Summary: The eternality of Christ, before time, in time and after time

“For a child will be born to us, a son will be given to us; And the government will rest on His shoulders; And His name will be called Wonderful Counselor, Mighty God, Eternal Father, Prince of Peace. 7 There will be no end to the increase of His government or of peace, On the throne of David and over his kingdom, To establish it and to uphold it with justice and righteousness From then on and forevermore. The zeal of the LORD of hosts will accomplish this.”

One day in a small hamlet named Bethlehem of Judea, in a place used for sheltering livestock at night, a young woman laid down presumably on some clean hay, perhaps covered over with a blanket or some other clean piece of cloth, and gave birth to a little boy child.

None of these circumstances were necessarily out of the norm for the day other than the humiliation of having to give birth and be born in a stable rather than a comfortable bed in a warm house. But there is something that onlookers could not have perceived with their eyes in this scene which has the greatest of significance for all, even now over 2000 years later.

It is that this little baby boy, wrapped tightly in strips of cloth and laying in his bed of straw, entirely dependant on His mother for nourishment and love and protection, had come there of His own initiative, sent, to be sure, by Another, but having come into this world according to a plan and purpose and to fulfill a role He had willingly taken upon Himself before time began.


I want to pause and tell you here, that for this sermon I have relied heavily upon the work of Ron Rhodes, a regular participant on ‘The Bible Answer Man’ radio program and associate of the Christian Research Institute. He wrote a book titled, Christ Before the Manger, and I have borrowed from his outline and portions of his chapters in the construction of my sermon. I will not copy his words unless otherwise stated within the body of this message – if I were to do that I might as well just read you the book. But it is a scholarly work designed to teach the theology of the eternality of Christ, and as he has done the work for me I draw with appreciation from what he has put together. (CHRIST BEFORE THE MANGER, Ron Rhodes, Baker Book House, Grand Rapids, 1992)


Scripture does not make any distinct statements in reference to time as it relates to the eternality of God. We do get some glimpses in passages that refer to God, through the Son, creating the world. In some translations the word ‘universe’ is used instead of ‘world’. The literal translation of it is ‘the ages’. Scholars differ on the exact meaning of that also, but most accept the term ‘the ages’ to mean all of the created universe and the ages of time itself.

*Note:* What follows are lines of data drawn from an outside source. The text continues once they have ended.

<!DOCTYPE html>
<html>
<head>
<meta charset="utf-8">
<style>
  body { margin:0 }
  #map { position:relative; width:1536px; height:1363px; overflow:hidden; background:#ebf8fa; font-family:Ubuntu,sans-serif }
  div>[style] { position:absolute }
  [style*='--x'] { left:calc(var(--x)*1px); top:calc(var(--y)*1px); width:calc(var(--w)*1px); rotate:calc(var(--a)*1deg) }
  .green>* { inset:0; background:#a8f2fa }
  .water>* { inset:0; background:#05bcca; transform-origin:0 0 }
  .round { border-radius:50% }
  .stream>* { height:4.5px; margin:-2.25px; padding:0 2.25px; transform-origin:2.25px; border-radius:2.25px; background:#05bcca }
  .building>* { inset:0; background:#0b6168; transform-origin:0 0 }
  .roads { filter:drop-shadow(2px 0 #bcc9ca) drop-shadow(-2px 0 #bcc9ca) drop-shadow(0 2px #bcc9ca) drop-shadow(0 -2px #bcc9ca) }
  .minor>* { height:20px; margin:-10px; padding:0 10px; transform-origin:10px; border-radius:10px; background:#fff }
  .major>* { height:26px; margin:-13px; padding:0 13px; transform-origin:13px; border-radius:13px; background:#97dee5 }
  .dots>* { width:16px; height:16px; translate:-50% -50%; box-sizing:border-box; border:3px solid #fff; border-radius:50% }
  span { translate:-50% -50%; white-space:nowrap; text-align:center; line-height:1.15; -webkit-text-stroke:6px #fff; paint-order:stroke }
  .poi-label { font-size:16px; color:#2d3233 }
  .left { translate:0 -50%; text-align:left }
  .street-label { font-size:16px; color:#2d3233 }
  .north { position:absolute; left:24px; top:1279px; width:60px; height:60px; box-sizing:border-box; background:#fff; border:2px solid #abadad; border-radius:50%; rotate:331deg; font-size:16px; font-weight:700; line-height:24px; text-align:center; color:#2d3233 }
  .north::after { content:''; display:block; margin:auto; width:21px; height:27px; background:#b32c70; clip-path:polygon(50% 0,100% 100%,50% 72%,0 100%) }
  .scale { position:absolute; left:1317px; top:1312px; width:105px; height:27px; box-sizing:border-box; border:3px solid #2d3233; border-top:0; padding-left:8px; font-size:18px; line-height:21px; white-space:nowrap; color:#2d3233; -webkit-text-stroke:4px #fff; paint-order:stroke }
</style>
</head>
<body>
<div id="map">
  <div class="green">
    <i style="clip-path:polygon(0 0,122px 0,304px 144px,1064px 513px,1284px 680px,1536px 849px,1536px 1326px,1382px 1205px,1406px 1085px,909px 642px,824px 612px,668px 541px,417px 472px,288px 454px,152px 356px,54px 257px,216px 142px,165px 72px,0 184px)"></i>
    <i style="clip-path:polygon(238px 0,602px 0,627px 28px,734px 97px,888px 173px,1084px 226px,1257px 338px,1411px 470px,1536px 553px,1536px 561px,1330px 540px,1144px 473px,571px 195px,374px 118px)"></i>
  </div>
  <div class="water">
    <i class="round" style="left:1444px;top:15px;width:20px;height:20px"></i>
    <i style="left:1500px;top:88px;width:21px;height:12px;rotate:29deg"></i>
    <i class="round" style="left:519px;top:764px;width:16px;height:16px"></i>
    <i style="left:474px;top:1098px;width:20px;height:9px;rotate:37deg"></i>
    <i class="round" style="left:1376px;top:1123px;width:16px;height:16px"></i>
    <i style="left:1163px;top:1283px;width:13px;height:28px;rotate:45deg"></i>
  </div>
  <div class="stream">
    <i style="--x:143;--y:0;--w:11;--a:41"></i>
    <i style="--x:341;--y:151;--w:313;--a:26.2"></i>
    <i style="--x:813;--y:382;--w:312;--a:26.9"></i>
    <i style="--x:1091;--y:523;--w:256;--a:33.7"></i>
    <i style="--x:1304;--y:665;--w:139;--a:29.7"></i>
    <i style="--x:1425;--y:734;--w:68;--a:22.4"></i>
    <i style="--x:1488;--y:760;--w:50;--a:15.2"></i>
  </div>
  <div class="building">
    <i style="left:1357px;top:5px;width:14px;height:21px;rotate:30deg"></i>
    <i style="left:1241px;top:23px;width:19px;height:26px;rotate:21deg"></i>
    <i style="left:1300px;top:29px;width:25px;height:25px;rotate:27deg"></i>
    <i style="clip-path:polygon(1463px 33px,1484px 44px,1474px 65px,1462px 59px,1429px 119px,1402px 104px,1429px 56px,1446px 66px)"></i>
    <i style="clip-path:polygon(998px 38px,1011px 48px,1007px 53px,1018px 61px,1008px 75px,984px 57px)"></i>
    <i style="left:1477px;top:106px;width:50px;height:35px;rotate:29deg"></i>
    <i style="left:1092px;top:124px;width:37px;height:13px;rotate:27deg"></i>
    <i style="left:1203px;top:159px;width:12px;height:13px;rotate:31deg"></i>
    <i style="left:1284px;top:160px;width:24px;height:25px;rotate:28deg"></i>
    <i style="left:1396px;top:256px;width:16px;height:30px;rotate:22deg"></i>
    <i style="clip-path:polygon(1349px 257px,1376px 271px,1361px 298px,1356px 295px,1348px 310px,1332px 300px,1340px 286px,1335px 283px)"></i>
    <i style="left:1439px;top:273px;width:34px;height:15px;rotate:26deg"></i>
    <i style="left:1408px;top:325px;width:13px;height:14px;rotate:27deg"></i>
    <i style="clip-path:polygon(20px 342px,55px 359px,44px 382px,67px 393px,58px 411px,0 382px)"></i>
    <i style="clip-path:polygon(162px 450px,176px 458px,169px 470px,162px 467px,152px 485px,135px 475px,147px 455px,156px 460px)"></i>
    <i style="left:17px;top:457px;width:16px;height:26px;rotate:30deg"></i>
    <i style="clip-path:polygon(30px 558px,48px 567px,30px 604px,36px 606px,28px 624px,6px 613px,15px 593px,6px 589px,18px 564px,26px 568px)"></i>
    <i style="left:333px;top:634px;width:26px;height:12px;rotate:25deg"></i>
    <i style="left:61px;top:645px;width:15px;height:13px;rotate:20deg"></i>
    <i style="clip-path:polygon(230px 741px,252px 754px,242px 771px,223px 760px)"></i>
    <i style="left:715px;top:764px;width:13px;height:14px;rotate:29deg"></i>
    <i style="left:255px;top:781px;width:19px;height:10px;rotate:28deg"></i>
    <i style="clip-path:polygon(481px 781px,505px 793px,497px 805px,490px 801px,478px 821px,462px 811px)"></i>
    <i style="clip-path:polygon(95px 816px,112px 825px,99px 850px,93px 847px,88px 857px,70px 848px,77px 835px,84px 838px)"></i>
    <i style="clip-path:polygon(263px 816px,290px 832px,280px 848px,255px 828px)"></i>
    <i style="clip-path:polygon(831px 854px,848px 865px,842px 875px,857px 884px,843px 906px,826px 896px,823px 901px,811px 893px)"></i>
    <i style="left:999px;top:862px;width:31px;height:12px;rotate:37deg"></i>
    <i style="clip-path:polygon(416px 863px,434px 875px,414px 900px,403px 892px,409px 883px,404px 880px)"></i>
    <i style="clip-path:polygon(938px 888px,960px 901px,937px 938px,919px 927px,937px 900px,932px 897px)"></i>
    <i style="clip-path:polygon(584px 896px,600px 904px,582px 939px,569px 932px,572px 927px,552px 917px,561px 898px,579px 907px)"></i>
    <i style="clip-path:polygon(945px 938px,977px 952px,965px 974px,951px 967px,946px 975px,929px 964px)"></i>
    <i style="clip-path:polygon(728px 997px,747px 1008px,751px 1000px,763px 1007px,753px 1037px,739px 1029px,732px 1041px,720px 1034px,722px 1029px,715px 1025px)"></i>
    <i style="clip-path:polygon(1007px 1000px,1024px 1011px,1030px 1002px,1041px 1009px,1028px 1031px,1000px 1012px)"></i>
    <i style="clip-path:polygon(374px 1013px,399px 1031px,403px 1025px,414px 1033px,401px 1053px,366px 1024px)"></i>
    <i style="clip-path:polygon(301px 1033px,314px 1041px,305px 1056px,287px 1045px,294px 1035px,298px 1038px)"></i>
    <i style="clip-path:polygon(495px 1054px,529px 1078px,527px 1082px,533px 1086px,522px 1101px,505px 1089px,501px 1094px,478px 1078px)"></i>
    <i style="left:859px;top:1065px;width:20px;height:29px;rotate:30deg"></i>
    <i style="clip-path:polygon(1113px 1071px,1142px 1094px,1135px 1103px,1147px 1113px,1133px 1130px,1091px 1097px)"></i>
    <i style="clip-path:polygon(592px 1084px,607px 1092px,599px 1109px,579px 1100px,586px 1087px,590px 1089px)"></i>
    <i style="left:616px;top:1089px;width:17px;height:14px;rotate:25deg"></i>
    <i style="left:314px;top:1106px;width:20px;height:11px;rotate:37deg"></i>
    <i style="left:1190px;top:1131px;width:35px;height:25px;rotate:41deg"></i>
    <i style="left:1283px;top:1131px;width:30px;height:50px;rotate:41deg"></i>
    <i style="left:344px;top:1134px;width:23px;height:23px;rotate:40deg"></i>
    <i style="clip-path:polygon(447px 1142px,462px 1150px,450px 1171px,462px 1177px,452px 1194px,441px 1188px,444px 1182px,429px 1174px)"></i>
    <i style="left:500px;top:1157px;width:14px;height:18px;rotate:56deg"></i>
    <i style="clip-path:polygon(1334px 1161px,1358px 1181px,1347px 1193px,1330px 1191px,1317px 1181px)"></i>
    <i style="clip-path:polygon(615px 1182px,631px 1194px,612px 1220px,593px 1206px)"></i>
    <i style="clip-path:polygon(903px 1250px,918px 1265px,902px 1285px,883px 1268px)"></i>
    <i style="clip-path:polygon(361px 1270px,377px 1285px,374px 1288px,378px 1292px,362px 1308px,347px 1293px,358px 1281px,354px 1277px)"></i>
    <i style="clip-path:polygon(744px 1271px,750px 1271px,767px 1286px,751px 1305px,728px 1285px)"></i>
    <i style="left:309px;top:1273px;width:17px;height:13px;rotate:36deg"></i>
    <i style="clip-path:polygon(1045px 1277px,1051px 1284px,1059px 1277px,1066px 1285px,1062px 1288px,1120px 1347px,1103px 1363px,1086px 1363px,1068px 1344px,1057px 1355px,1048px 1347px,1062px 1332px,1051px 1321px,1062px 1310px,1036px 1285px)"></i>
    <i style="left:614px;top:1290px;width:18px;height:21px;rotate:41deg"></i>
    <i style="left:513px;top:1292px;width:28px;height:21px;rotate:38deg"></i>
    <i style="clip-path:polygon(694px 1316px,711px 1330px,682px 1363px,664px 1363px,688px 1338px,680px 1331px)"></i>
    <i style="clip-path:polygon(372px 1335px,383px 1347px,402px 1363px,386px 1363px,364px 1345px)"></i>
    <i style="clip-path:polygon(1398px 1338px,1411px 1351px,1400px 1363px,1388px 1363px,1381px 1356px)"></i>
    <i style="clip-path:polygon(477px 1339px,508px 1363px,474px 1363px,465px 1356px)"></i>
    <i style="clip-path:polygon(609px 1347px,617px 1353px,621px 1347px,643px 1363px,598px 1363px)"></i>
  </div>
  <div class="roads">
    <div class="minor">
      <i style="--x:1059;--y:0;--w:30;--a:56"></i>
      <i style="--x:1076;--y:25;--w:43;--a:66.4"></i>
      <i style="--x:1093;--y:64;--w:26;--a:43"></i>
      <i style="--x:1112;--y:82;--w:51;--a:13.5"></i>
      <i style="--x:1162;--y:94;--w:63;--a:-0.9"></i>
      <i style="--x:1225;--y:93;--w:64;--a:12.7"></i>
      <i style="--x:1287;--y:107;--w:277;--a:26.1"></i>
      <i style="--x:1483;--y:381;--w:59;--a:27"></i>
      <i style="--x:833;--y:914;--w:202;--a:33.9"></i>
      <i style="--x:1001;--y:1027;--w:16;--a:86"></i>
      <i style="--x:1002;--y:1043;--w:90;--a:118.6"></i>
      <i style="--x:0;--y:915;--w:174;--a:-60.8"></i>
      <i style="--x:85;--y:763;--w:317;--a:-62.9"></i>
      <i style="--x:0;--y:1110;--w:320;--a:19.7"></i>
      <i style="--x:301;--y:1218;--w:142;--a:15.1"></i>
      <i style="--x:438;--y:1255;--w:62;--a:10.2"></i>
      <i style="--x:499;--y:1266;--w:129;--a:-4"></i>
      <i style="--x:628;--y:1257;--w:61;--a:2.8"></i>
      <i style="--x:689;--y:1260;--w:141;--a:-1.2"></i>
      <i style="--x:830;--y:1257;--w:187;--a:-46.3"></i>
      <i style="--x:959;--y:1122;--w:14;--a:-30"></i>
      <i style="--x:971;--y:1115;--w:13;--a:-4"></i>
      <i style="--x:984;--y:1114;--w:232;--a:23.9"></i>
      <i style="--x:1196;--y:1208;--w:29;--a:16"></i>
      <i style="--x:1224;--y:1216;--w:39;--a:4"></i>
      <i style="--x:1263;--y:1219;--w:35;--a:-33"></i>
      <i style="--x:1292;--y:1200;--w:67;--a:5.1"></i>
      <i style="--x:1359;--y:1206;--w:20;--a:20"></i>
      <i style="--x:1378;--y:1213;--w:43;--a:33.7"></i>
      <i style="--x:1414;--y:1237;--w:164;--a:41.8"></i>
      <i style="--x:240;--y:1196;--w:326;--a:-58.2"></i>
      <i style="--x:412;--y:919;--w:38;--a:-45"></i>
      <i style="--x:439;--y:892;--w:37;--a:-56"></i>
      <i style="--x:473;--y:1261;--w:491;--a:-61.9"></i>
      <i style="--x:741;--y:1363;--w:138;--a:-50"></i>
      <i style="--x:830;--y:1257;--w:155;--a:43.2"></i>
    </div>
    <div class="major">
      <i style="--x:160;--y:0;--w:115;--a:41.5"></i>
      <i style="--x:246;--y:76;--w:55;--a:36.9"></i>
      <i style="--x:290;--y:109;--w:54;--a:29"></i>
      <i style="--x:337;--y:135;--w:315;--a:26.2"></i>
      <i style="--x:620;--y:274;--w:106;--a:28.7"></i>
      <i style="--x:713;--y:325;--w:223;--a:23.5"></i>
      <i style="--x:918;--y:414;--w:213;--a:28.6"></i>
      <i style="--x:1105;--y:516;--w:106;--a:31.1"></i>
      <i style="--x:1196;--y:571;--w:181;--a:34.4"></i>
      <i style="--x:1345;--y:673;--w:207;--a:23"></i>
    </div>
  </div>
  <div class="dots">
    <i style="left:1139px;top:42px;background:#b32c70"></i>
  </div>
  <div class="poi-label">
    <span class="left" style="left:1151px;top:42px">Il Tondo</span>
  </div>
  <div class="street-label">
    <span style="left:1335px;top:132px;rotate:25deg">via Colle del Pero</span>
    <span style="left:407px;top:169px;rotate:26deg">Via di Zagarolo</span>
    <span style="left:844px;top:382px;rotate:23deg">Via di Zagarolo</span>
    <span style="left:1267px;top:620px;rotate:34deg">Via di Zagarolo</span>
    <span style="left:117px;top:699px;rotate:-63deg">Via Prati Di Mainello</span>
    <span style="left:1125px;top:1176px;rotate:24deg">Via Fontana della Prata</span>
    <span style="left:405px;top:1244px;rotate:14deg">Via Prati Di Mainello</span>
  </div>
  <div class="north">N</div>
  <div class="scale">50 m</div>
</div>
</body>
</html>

In his book, “Christian Theology”, Millard J. Erickson points out that Christian and philosopher of the 5th century, Augustine taught that the universe was not created in time, but that time itself was created along with the universe. Then the author quotes theologian Louis Berkhof, saying:

“It would not be correct to assume that time was already in existence when God created the world, and that He at some point in that existing time, called ‘the beginning’ brought forth the universe. The world was created with time rather than in time. Back of the beginning mentioned in Genesis 1:1 lied a beginningless eternity.” Louis Berkhof, Manual of Christian Doctrine (Grand Rapids: Wm. B. Eerdmans Publishing, 1983) p. 96

It would make no sense, really, to think that the concept of time would have existed prior to creation. When God was all there was, and He has always been, what would have been the use of counting increments of moments?

No, time was created in the creation, for man and for God’s plan of redemption, and time will end when there are finally only God and His everlasting beings, born of the Holy Spirit and glorified before His throne in that place where the righteous dwell in righteousness.

Having said all that then, I want to draw your attention to a title used of Christ in the passage I’ve chosen for our text today. “His name will be called…Eternal Father…” Have you ever read this passage and wondered to yourself why this term would be used of the Son?

In what way can the Son, distinct in Person from the Father, be referred to as “Eternal Father” – or as it is rendered in some translations, “Everlasting Father”?